Ozone Park, L.I: January 10, 1943.
Unmailed. 1 1/4 pp. 4to. "I have always wanted to write epics and sagas of great beauty and mystic meaning" Single sheet of blank stationery, typed recto and verso. Old folding creases and wrinkles, small splits along folds. Item #312847
An early Kerouac letter to Bill Ryan, his close friend from Lowell, Massachussets. Both were members of the "The Young Prometheans," the small circle of aspiring writers and intellectuals in Lowell which played such a formative role in Kerouac's development. Kerouac comments favorably in the letter on a manuscript of Ryan's, and in comparing and contrasting Thomas Wolfe and Sinclair Lewis, articulates the vision he then had of himself as a writer. In part:
"You remind me, Bill, of a certain type, or genre, of writer I have always deeply envied. The 'lean, hardhitting writer' so well typified by a Sinclair Lewis or an Arthur Koestler or a John Dos Passos. These writers seem to me to hit at the hart [sic] of things with a terrific force. Wolfe came close to the heart of things, but he is not the incisive, precise dissector ... One of the truths you gleaned out of your college experience was a truth typical of your artistic makeup; you saw these engineering students and dissected them unmercifully ... Out of Columbia I only gleaned one truth: that formal education is not near enough an approach to Minerva. Wolfe, with his 'subjective gushings', found life on the whole in America not near enough to Apollo. Where the Lewis-school attacks problems one by one, with blistering satire, and leaves them smouldering in ashes, the Wolfe-school attacks no problems at all but writes over their heads, so to speak. [...] I have always wanted to write epics and sagas of great beauty and mystic meaning (and I believe I may grow out of that in time, as I seem to be doing now since pursuing psychology); you, I am certain, have always wanted to write satiric novels, on the majestic scale of a Tolstoi or a Dickens...."

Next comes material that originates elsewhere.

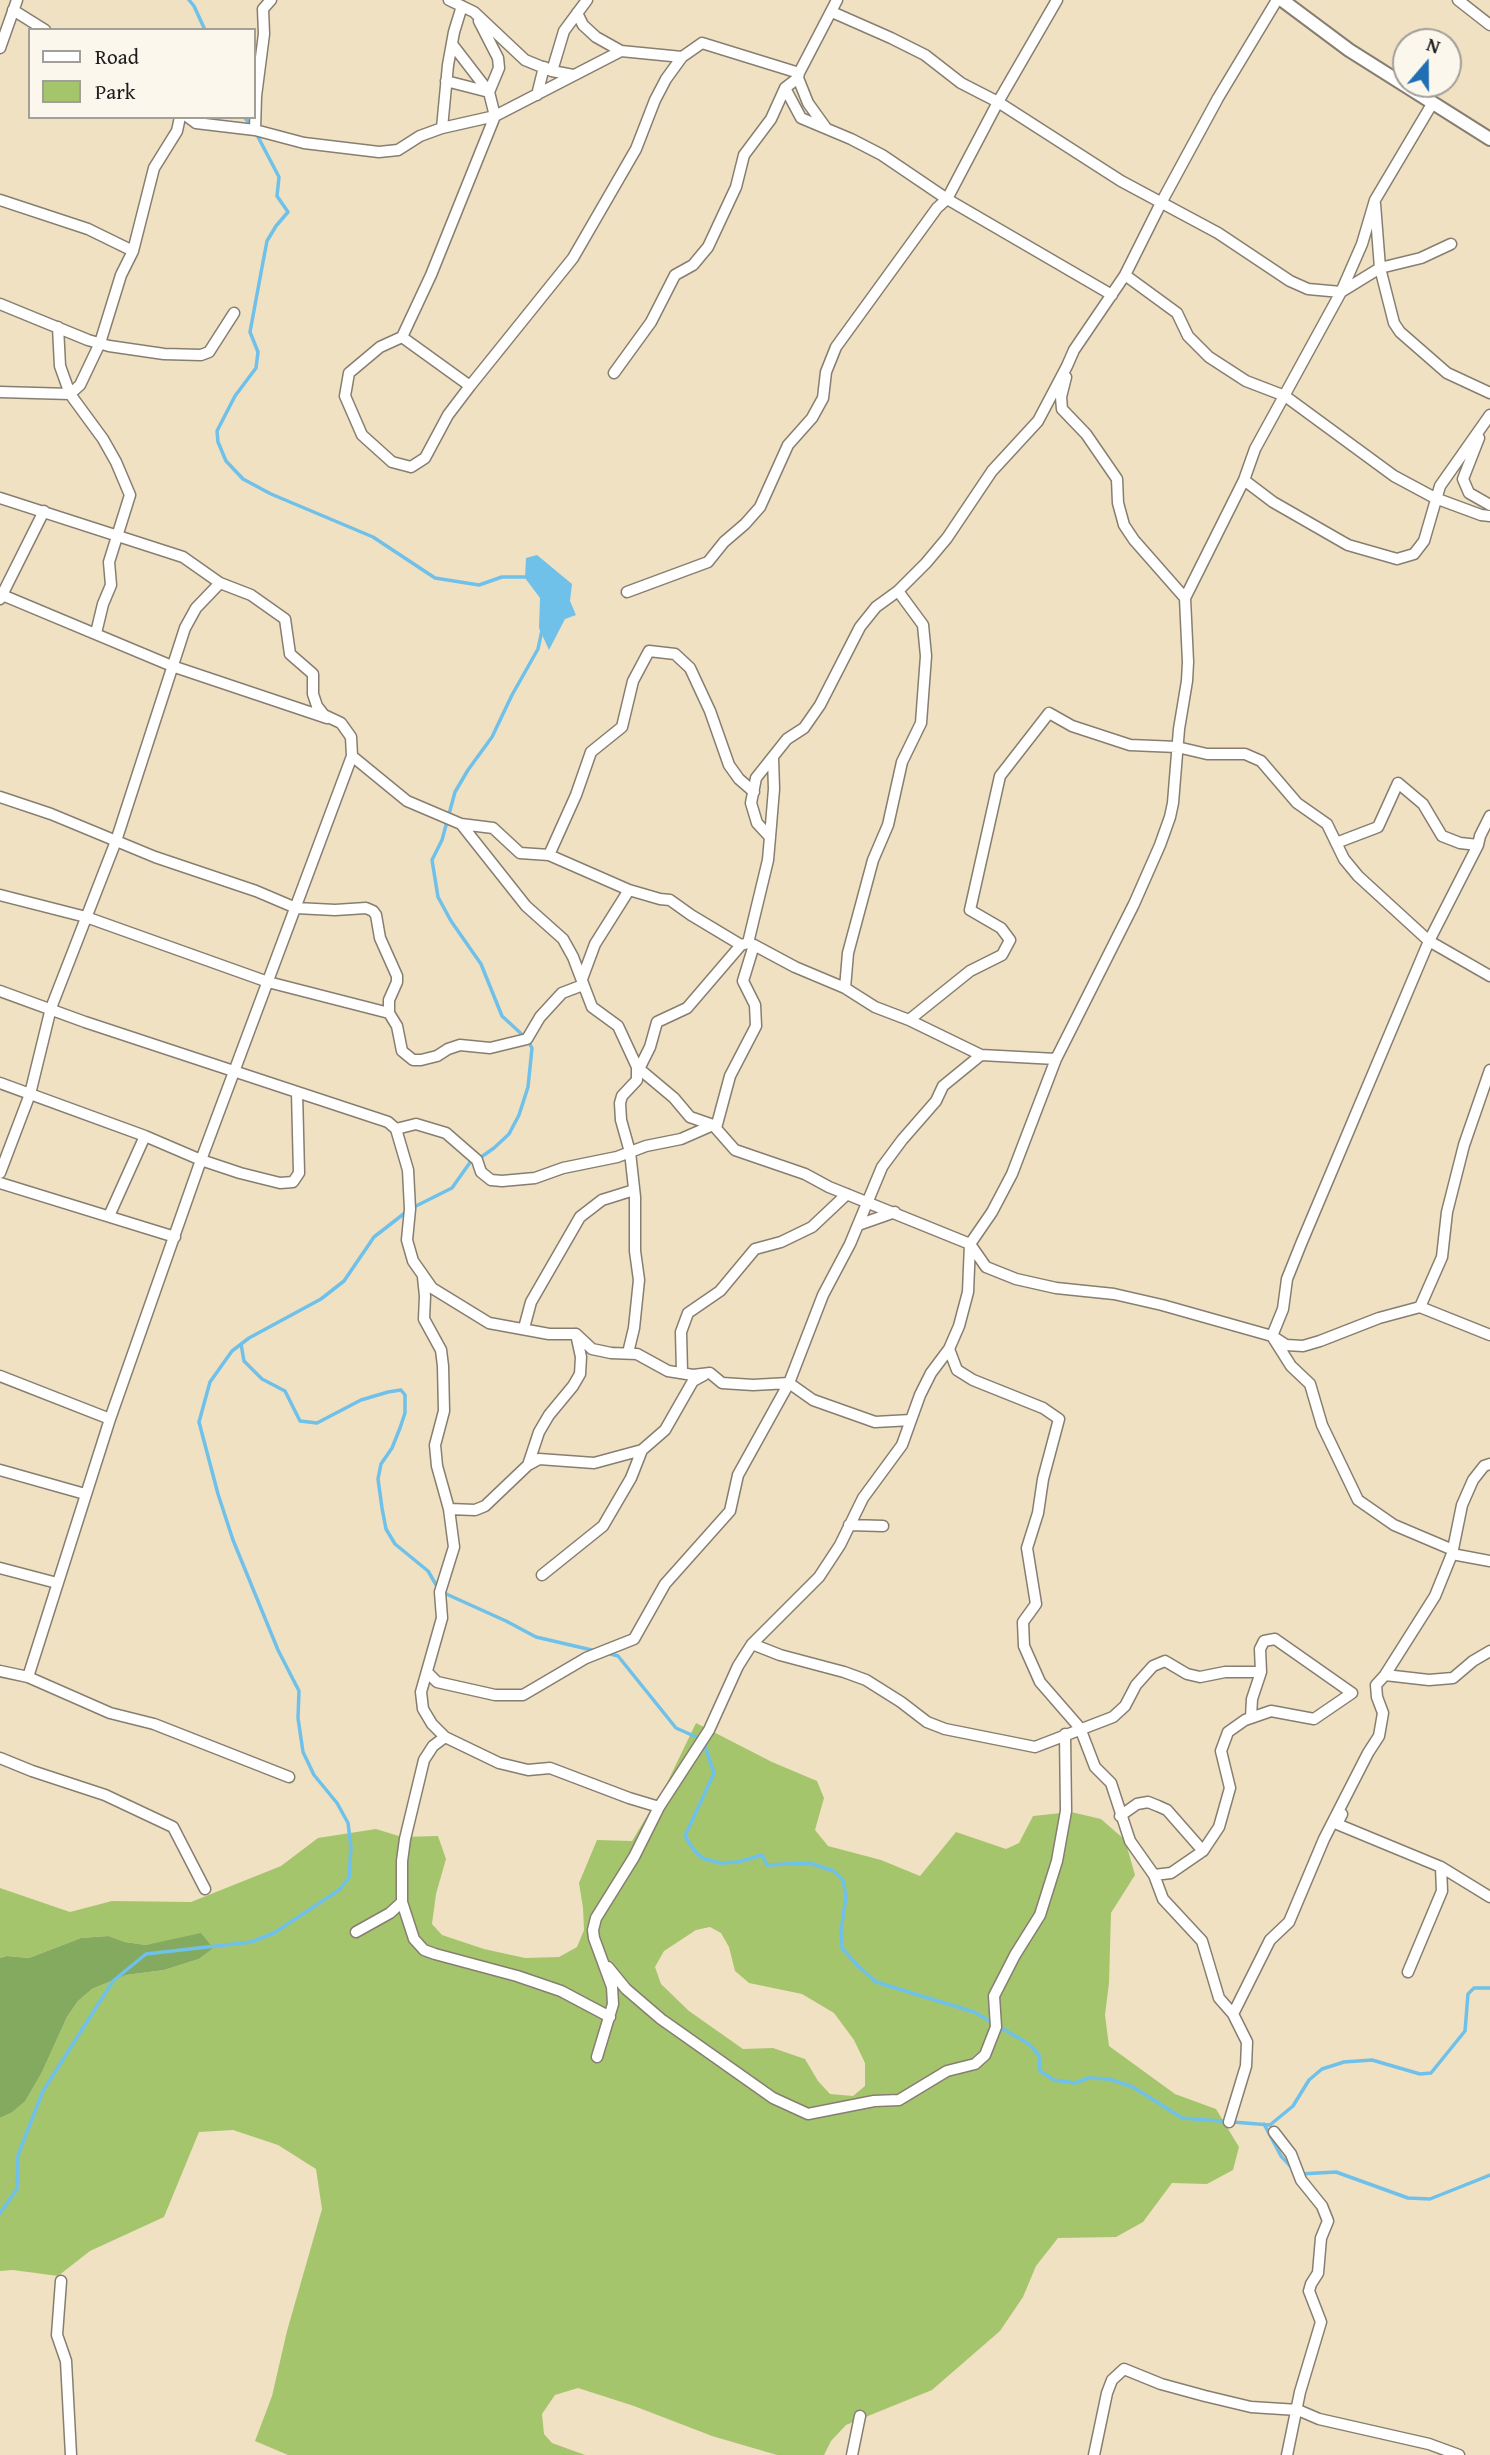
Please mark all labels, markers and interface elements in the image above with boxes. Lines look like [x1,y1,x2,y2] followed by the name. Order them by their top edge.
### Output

Kerouac goes on to discuss his latest version of "The Sea is My Brother," his early novel which went unpublished in his lifetime, and sketches what he intended to be the final scene in order to "illustrate what I meant a while back by 'outgrowing' the adolescent side of Wolfeanism: the stone, leaf-door pattern, which has its place in any attitude toward history. A sort of melioration of dynamics with statics." He defends Wolfe from the critical disfavor he was then experiencing, and comments on the situation of contemporary writers:: "No one in America ... has ever said as much as Wolfe said. I am not going to discredit Wolfe, as so many fools are doing now ... Wolfe wrote about the essential and everlasting America, not the V-for-Victory America. Today's writers have to combine both Americas, if they choose of course to be in some sense timely. It is their choice; it is my choice for the time being---and I don't deny the reason: I would like, for a change, to have my stuff published. It has always seemed to me a great injustice that the artists of the world are expected to produce, along with their 'great' works, the commodities for consumption which all non-artists are expected to produce."
At some later date, point Kerouac penciled a note in a blank portion of the verso: "Unmailed Letter to Bill Ryan of Lowell who died in the South Pacific JK." A note in his hand in red ink, to the same effect, appears at the head of the letter.